REQUIRED WORK. Could you retype all of the records exactly, leaving out every picture?

╭─ THE DATA

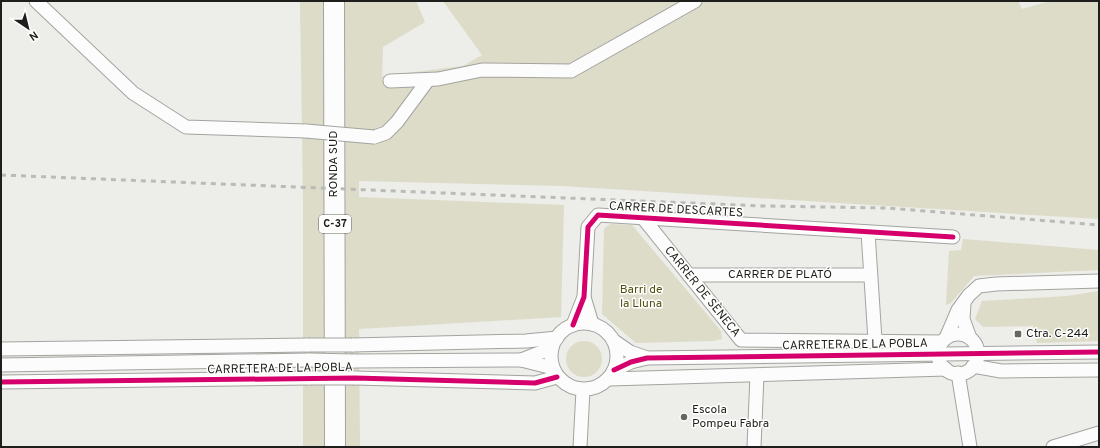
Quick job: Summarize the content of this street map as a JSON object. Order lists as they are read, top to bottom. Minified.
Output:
{"streets":{"highway":["RONDA SUD","C-37"],"street":["CARRER DE DESCARTES","CARRER DE PLATÓ","CARRER DE SÈNECA","CARRETERA DE LA POBLA"]},"crossings":[["CARRER DE DESCARTES","CARRER DE SÈNECA"],["CARRER DE DESCARTES","CARRETERA DE LA POBLA"],["CARRER DE PLATÓ","CARRER DE SÈNECA"],["CARRER DE SÈNECA","CARRETERA DE LA POBLA"]],"parks":["Barri de la Lluna"],"places":{"transit":["Ctra. C-244"],"other":["Escola Pompeu Fabra"]},"north":"bottom right"}
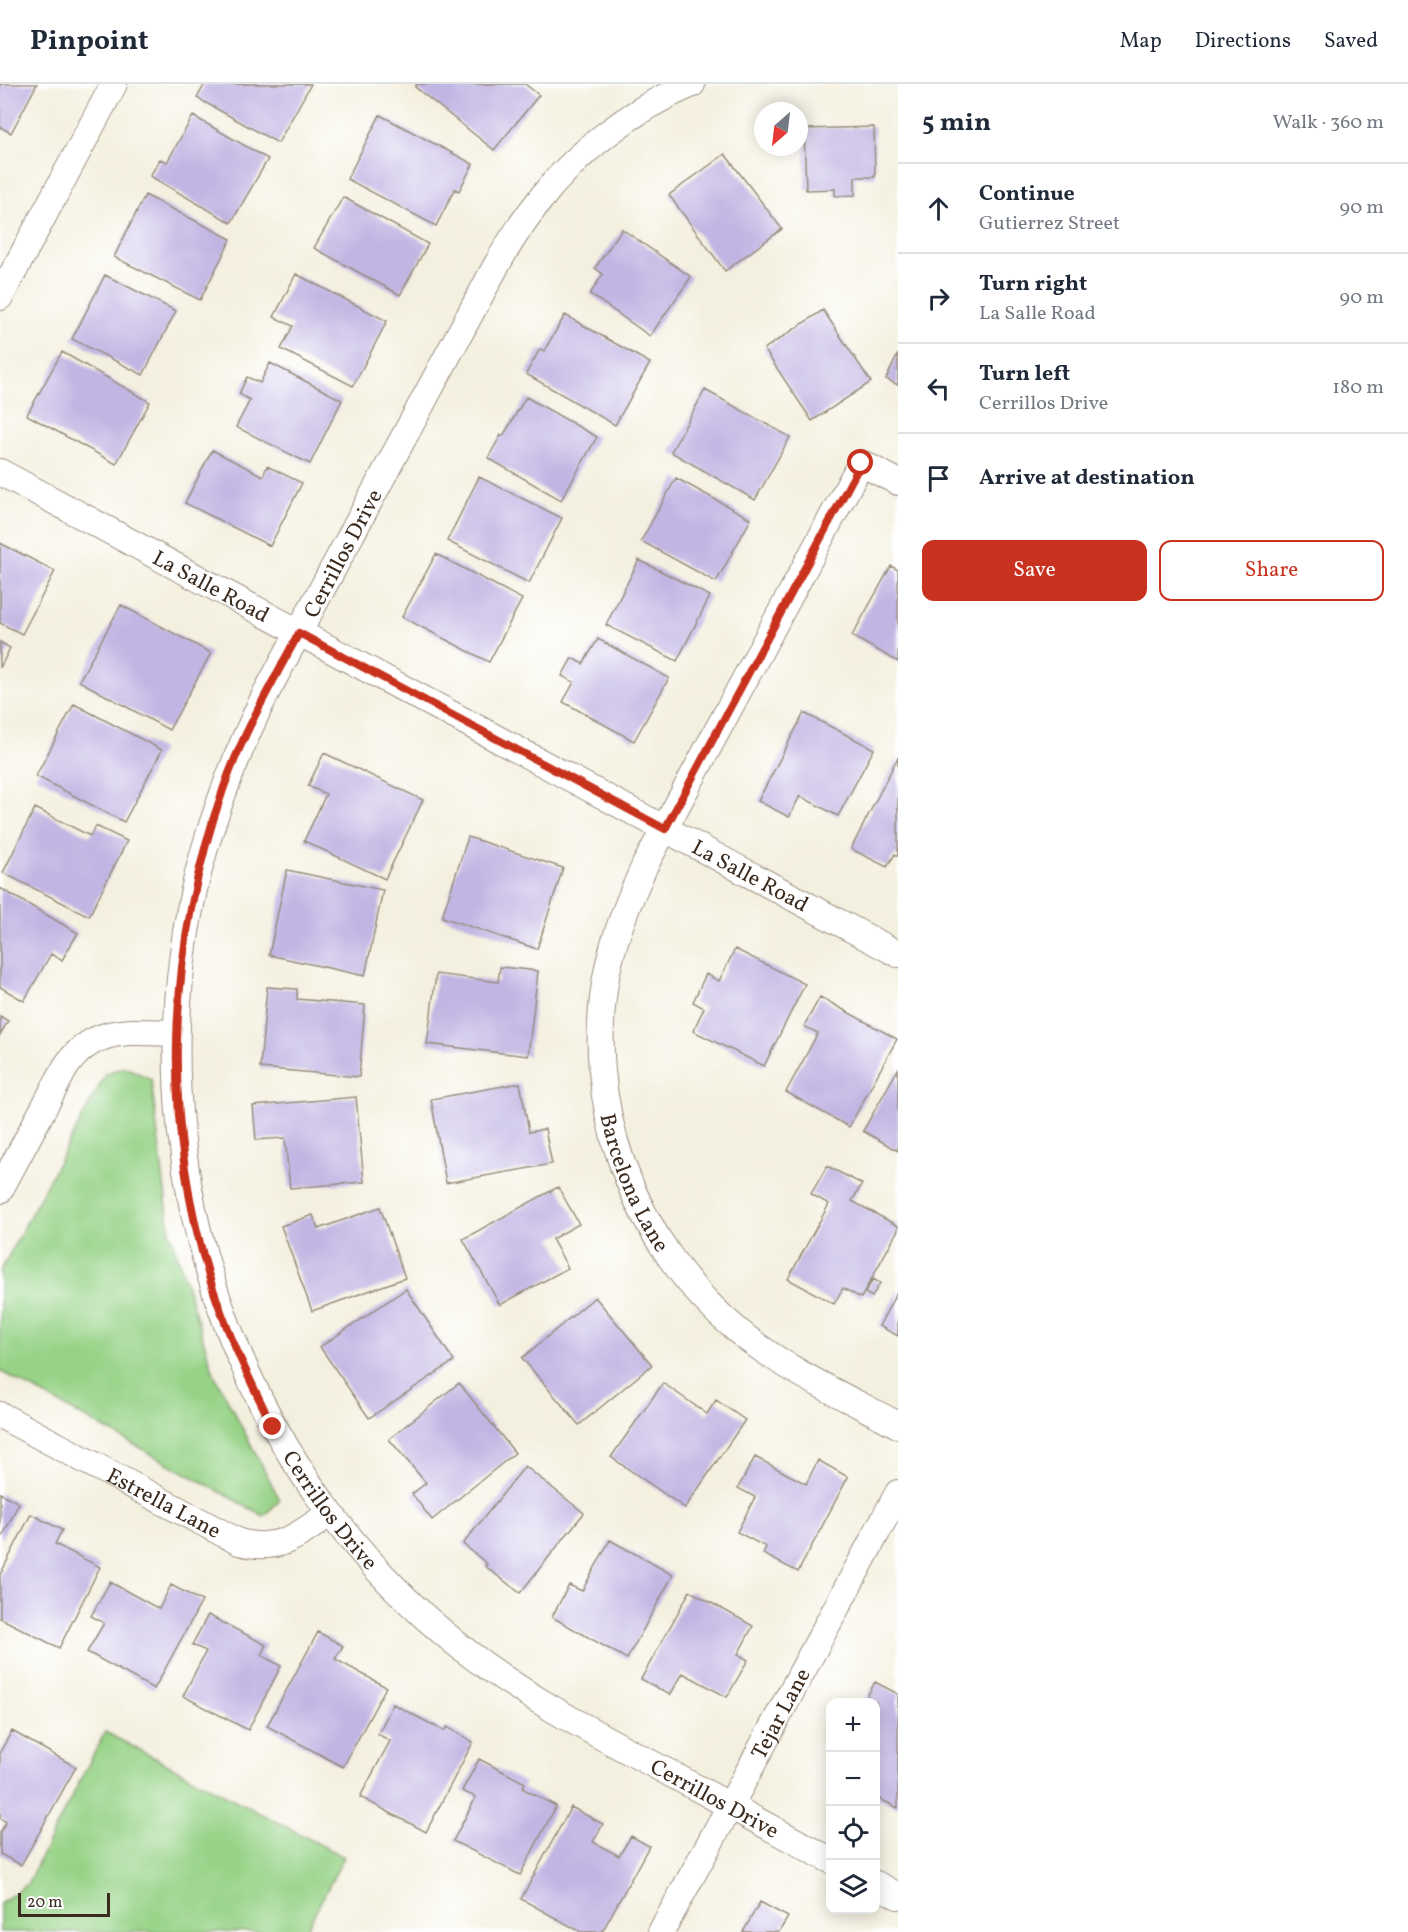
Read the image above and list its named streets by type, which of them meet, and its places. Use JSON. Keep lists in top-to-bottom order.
{
  "streets": {
    "street": [
      "Cerrillos Drive",
      "La Salle Road",
      "Barcelona Lane",
      "Estrella Lane",
      "Tejar Lane"
    ]
  },
  "crossings": [
    ["Cerrillos Drive", "La Salle Road"],
    ["Cerrillos Drive", "Estrella Lane"],
    ["Cerrillos Drive", "Tejar Lane"],
    ["La Salle Road", "Barcelona Lane"]
  ],
  "scale_bar": "20 m",
  "north": "bottom left",
  "page": {
    "header": "Pinpoint",
    "nav": ["Map", "Directions", "Saved"],
    "heading": ["5 min", "Walk · 360 m"],
    "list": [
      ["Continue", "Gutierrez Street", "90 m"],
      ["Turn right", "La Salle Road", "90 m"],
      ["Turn left", "Cerrillos Drive", "180 m"],
      "Arrive at destination"
    ],
    "buttons": ["Save", "Share"],
    "map_buttons": ["+", "−"],
    "scale": "20 m"
  }
}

╰─

OUTPUT FOR THIS TASK.
Quick job: Summarize the content of this street map as a JSON object. Order lists as they are read, top to bottom. Minified.
Output:
{"streets":{"highway":["RONDA SUD","C-37"],"street":["CARRER DE DESCARTES","CARRER DE PLATÓ","CARRER DE SÈNECA","CARRETERA DE LA POBLA"]},"crossings":[["CARRER DE DESCARTES","CARRER DE SÈNECA"],["CARRER DE DESCARTES","CARRETERA DE LA POBLA"],["CARRER DE PLATÓ","CARRER DE SÈNECA"],["CARRER DE SÈNECA","CARRETERA DE LA POBLA"]],"parks":["Barri de la Lluna"],"places":{"transit":["Ctra. C-244"],"other":["Escola Pompeu Fabra"]},"north":"bottom right"}
Read the image above and list its named streets by type, which of them meet, and its places. Use JSON. Keep lists in top-to-bottom order.
{
  "streets": {
    "street": [
      "Cerrillos Drive",
      "La Salle Road",
      "Barcelona Lane",
      "Estrella Lane",
      "Tejar Lane"
    ]
  },
  "crossings": [
    ["Cerrillos Drive", "La Salle Road"],
    ["Cerrillos Drive", "Estrella Lane"],
    ["Cerrillos Drive", "Tejar Lane"],
    ["La Salle Road", "Barcelona Lane"]
  ],
  "scale_bar": "20 m",
  "north": "bottom left",
  "page": {
    "header": "Pinpoint",
    "nav": ["Map", "Directions", "Saved"],
    "heading": ["5 min", "Walk · 360 m"],
    "list": [
      ["Continue", "Gutierrez Street", "90 m"],
      ["Turn right", "La Salle Road", "90 m"],
      ["Turn left", "Cerrillos Drive", "180 m"],
      "Arrive at destination"
    ],
    "buttons": ["Save", "Share"],
    "map_buttons": ["+", "−"],
    "scale": "20 m"
  }
}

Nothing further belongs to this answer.